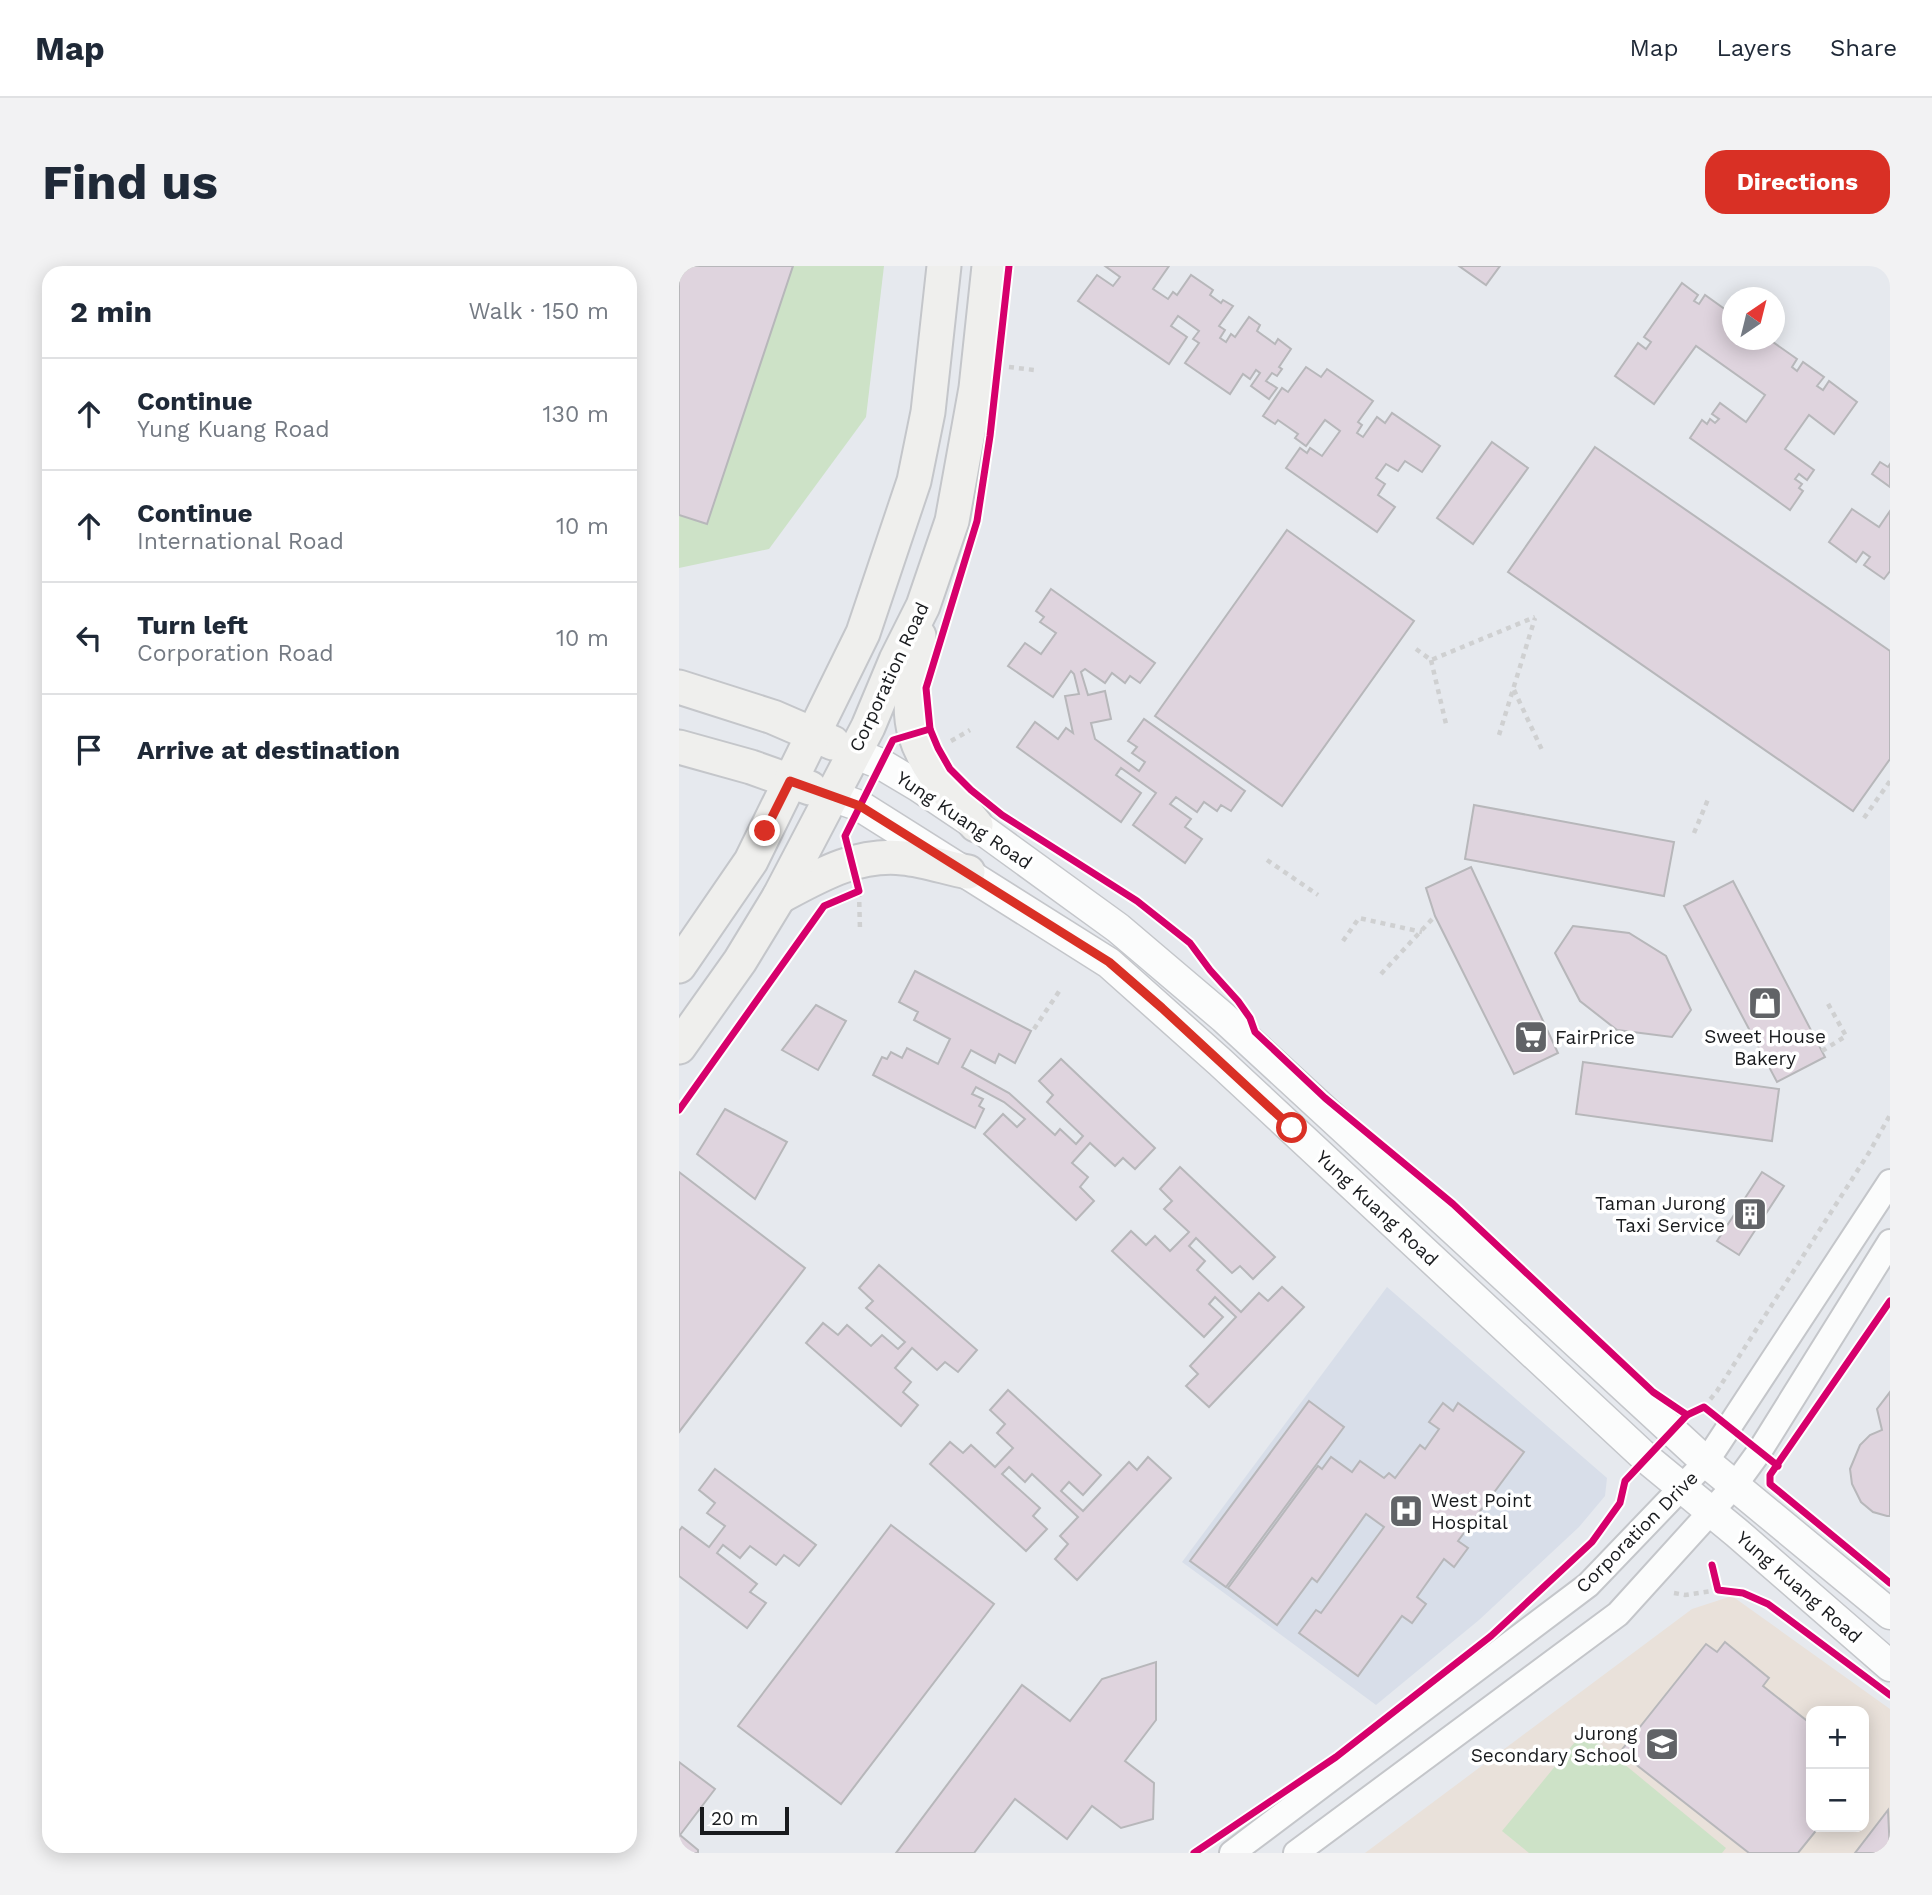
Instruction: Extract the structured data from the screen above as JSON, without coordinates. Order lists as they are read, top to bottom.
{
  "streets": {
    "main road": ["Corporation Road"],
    "street": ["Yung Kuang Road", "Corporation Drive"]
  },
  "crossings": [
    ["Corporation Road", "Yung Kuang Road"],
    ["Yung Kuang Road", "Corporation Drive"]
  ],
  "places": {
    "shop": ["Sweet House Bakery"],
    "supermarket": ["FairPrice"],
    "building": ["Taman Jurong Taxi Service"],
    "hospital": ["West Point Hospital"],
    "school or university": ["Jurong Secondary School"]
  },
  "scale_bar": "20 m",
  "north": "top right",
  "page": {
    "header": "Map",
    "nav": ["Map", "Layers", "Share"],
    "buttons": "Directions",
    "title": "Find us",
    "heading": ["2 min", "Walk · 150 m"],
    "list": [
      ["Continue", "Yung Kuang Road", "130 m"],
      ["Continue", "International Road", "10 m"],
      ["Turn left", "Corporation Road", "10 m"],
      "Arrive at destination"
    ],
    "map_buttons": ["+", "−"],
    "scale": "20 m"
  }
}
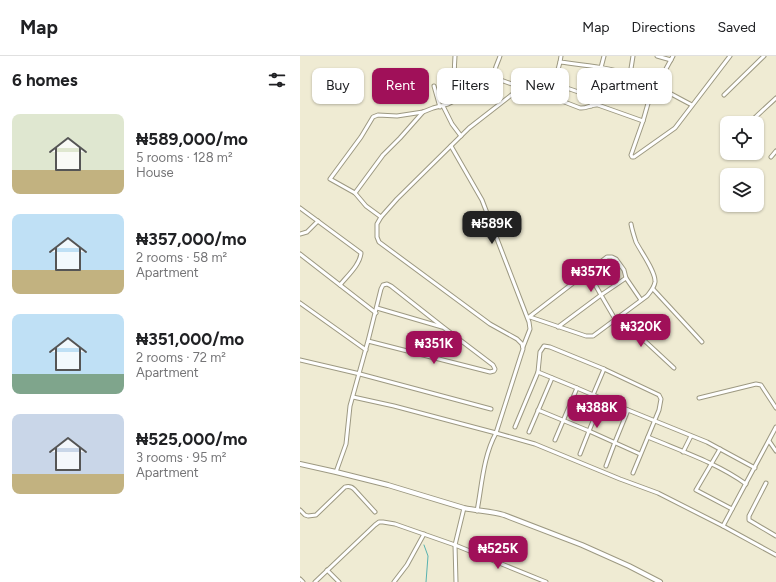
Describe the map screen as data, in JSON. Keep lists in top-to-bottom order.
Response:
{
  "page": {
    "header": "Map",
    "nav": ["Map", "Directions", "Saved"],
    "heading": "6 homes",
    "chip": [
      "Buy",
      "Rent",
      "Filters",
      "New",
      "Apartment"
    ],
    "list": [
      {
        "name": "₦589,000/mo",
        "note": "5 rooms · 128 m² · House"
      },
      {
        "name": "₦357,000/mo",
        "note": "2 rooms · 58 m² · Apartment"
      },
      {
        "name": "₦351,000/mo",
        "note": "2 rooms · 72 m² · Apartment"
      },
      {
        "name": "₦525,000/mo",
        "note": "3 rooms · 95 m² · Apartment"
      }
    ],
    "price": [
      "₦589K",
      "₦357K",
      "₦320K",
      "₦351K",
      "₦388K",
      "₦525K"
    ]
  }
}
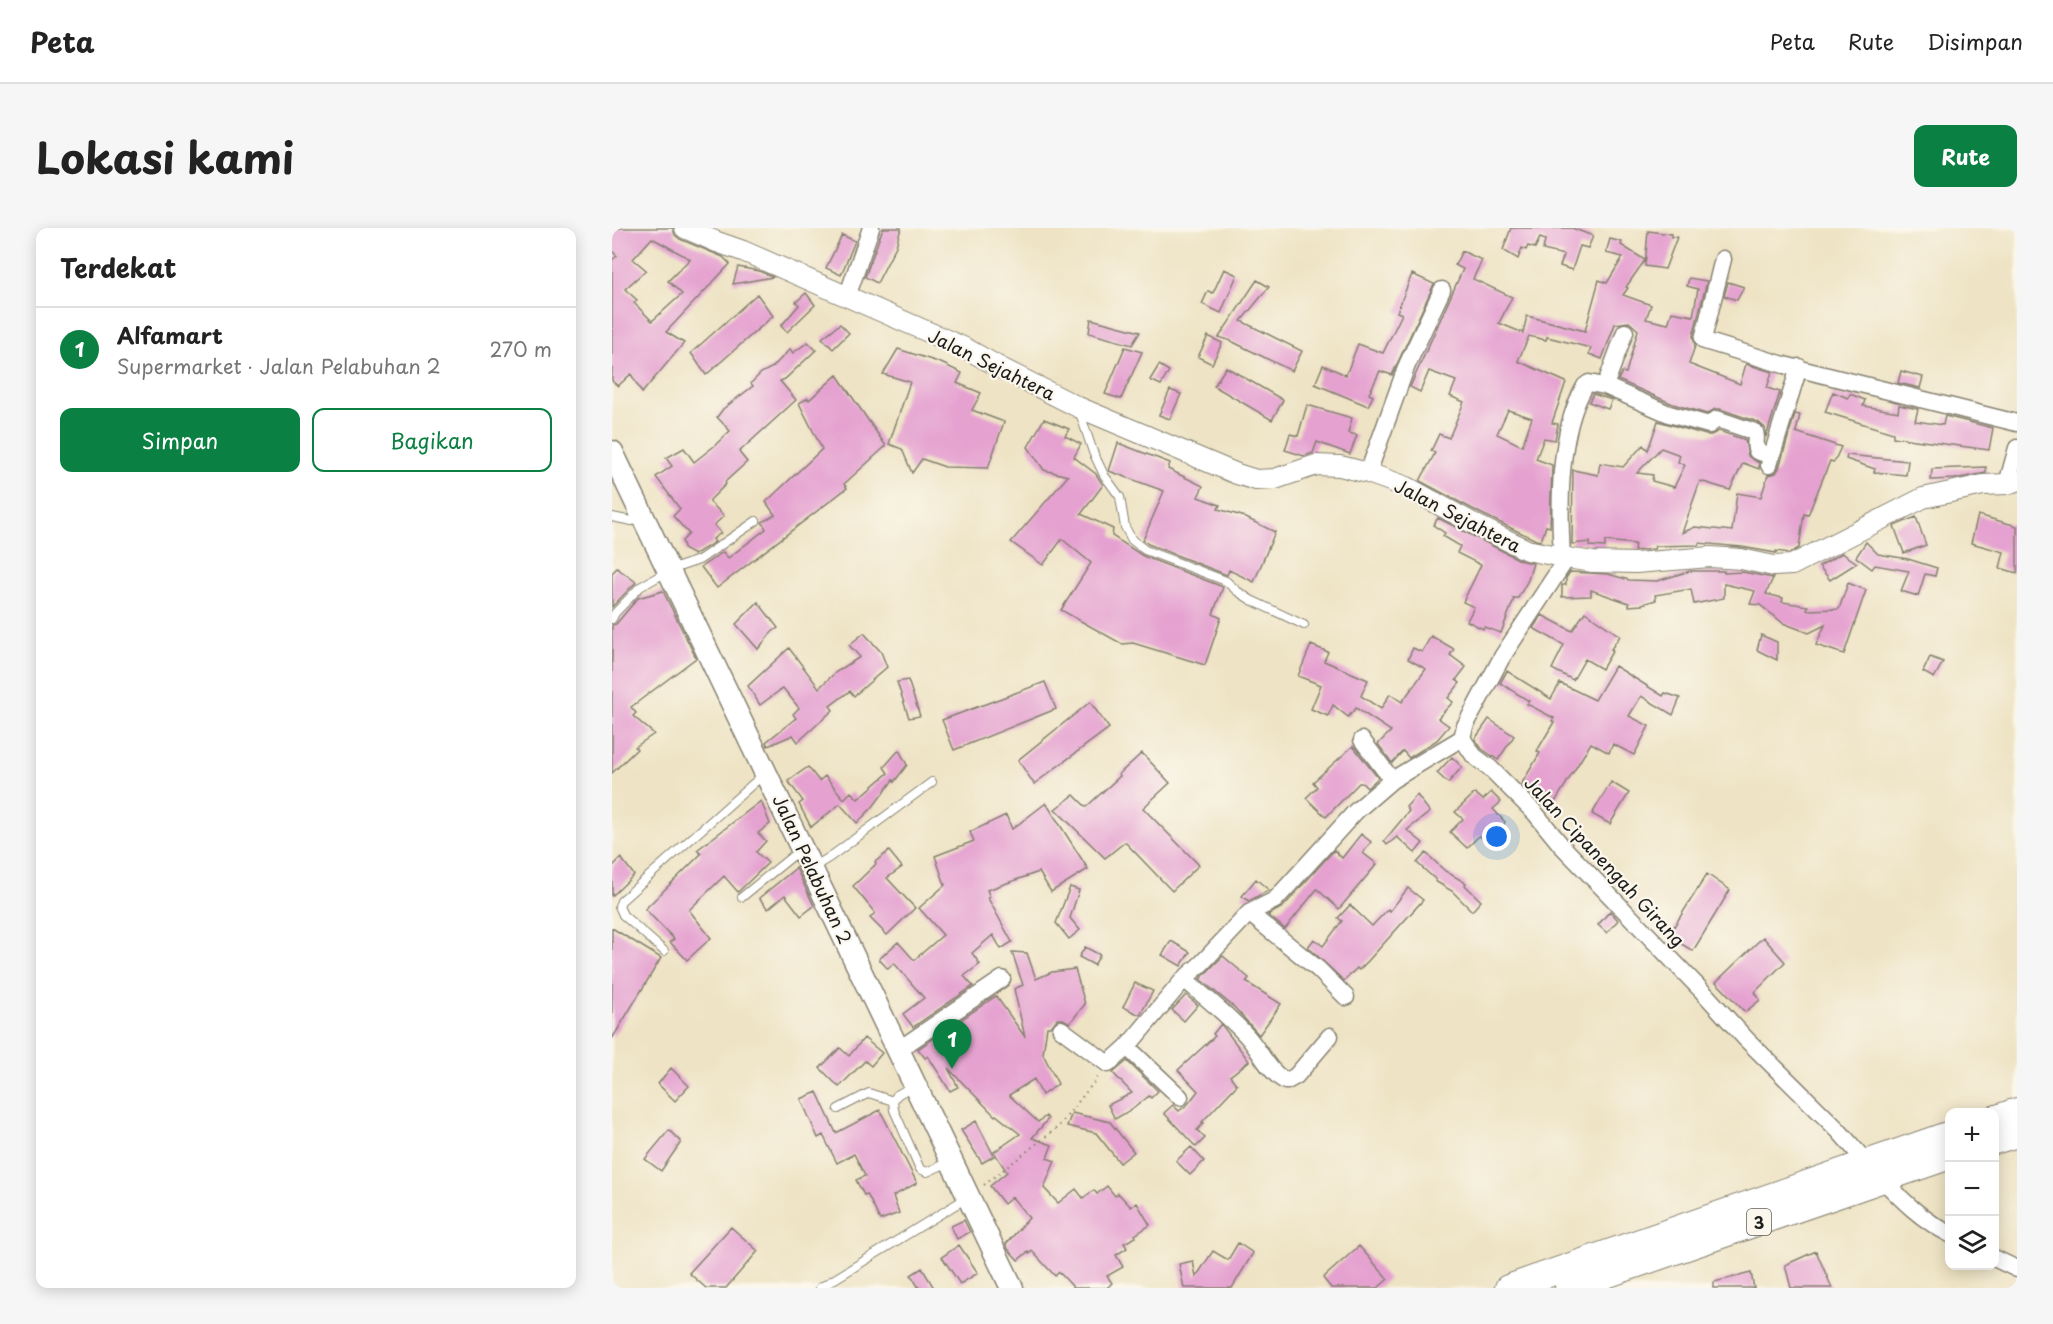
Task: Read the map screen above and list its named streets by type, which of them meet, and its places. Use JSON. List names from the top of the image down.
{
  "streets": {
    "main road": ["Jalan Pelabuhan 2", "3"],
    "street": ["Jalan Sejahtera", "Jalan Cipanengah Girang"]
  },
  "crossings": [
    ["Jalan Cipanengah Girang", "3"]
  ],
  "page": {
    "header": "Peta",
    "nav": ["Peta", "Rute", "Disimpan"],
    "title": "Lokasi kami",
    "buttons": [
      "Rute",
      ["Simpan", "Bagikan"]
    ],
    "heading": "Terdekat",
    "list": [
      {
        "mark": "1",
        "name": "Alfamart",
        "note": "Supermarket · Jalan Pelabuhan 2",
        "value": "270 m"
      }
    ],
    "pins": "1",
    "map_buttons": ["+", "−"]
  }
}
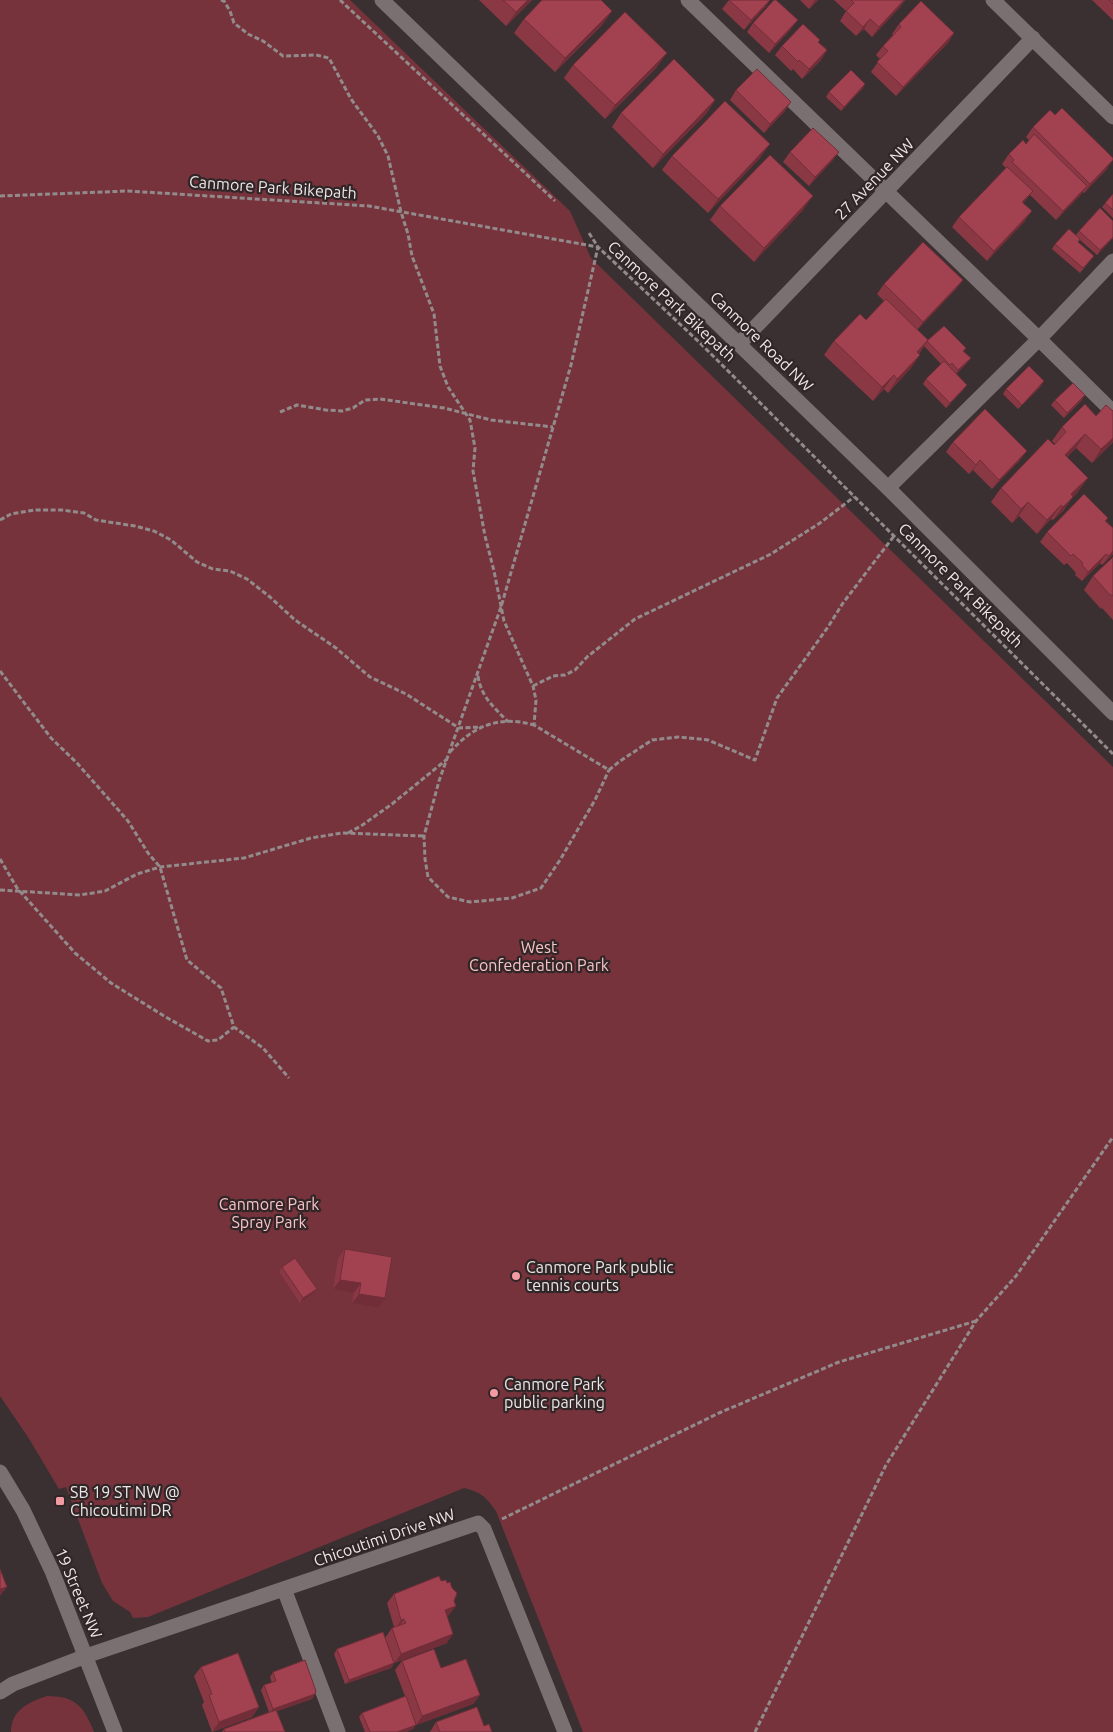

#### [Work to be completed]
Without including the pictures, copy all of the data exactly.

#### [The answer]
Instruction: Extract the structured data from the screen above as JSON, without coordinates. Order lists as they are read, top to bottom.
{
  "streets": {
    "main road": ["Corporation Road"],
    "street": ["Yung Kuang Road", "Corporation Drive"]
  },
  "crossings": [
    ["Corporation Road", "Yung Kuang Road"],
    ["Yung Kuang Road", "Corporation Drive"]
  ],
  "places": {
    "shop": ["Sweet House Bakery"],
    "supermarket": ["FairPrice"],
    "building": ["Taman Jurong Taxi Service"],
    "hospital": ["West Point Hospital"],
    "school or university": ["Jurong Secondary School"]
  },
  "scale_bar": "20 m",
  "north": "top right",
  "page": {
    "header": "Map",
    "nav": ["Map", "Layers", "Share"],
    "buttons": "Directions",
    "title": "Find us",
    "heading": ["2 min", "Walk · 150 m"],
    "list": [
      ["Continue", "Yung Kuang Road", "130 m"],
      ["Continue", "International Road", "10 m"],
      ["Turn left", "Corporation Road", "10 m"],
      "Arrive at destination"
    ],
    "map_buttons": ["+", "−"],
    "scale": "20 m"
  }
}
Describe the map screen as data, in JSON. Keep lists in top-to-bottom order.
Response:
{
  "page": {
    "header": "Map",
    "nav": ["Map", "Directions", "Saved"],
    "heading": "6 homes",
    "chip": [
      "Buy",
      "Rent",
      "Filters",
      "New",
      "Apartment"
    ],
    "list": [
      {
        "name": "₦589,000/mo",
        "note": "5 rooms · 128 m² · House"
      },
      {
        "name": "₦357,000/mo",
        "note": "2 rooms · 58 m² · Apartment"
      },
      {
        "name": "₦351,000/mo",
        "note": "2 rooms · 72 m² · Apartment"
      },
      {
        "name": "₦525,000/mo",
        "note": "3 rooms · 95 m² · Apartment"
      }
    ],
    "price": [
      "₦589K",
      "₦357K",
      "₦320K",
      "₦351K",
      "₦388K",
      "₦525K"
    ]
  }
}
Task: Read the map screen above and list its named streets by type, which of them meet, and its places. Use JSON. List names from the top of the image down.
{
  "streets": {
    "main road": ["Jalan Pelabuhan 2", "3"],
    "street": ["Jalan Sejahtera", "Jalan Cipanengah Girang"]
  },
  "crossings": [
    ["Jalan Cipanengah Girang", "3"]
  ],
  "page": {
    "header": "Peta",
    "nav": ["Peta", "Rute", "Disimpan"],
    "title": "Lokasi kami",
    "buttons": [
      "Rute",
      ["Simpan", "Bagikan"]
    ],
    "heading": "Terdekat",
    "list": [
      {
        "mark": "1",
        "name": "Alfamart",
        "note": "Supermarket · Jalan Pelabuhan 2",
        "value": "270 m"
      }
    ],
    "pins": "1",
    "map_buttons": ["+", "−"]
  }
}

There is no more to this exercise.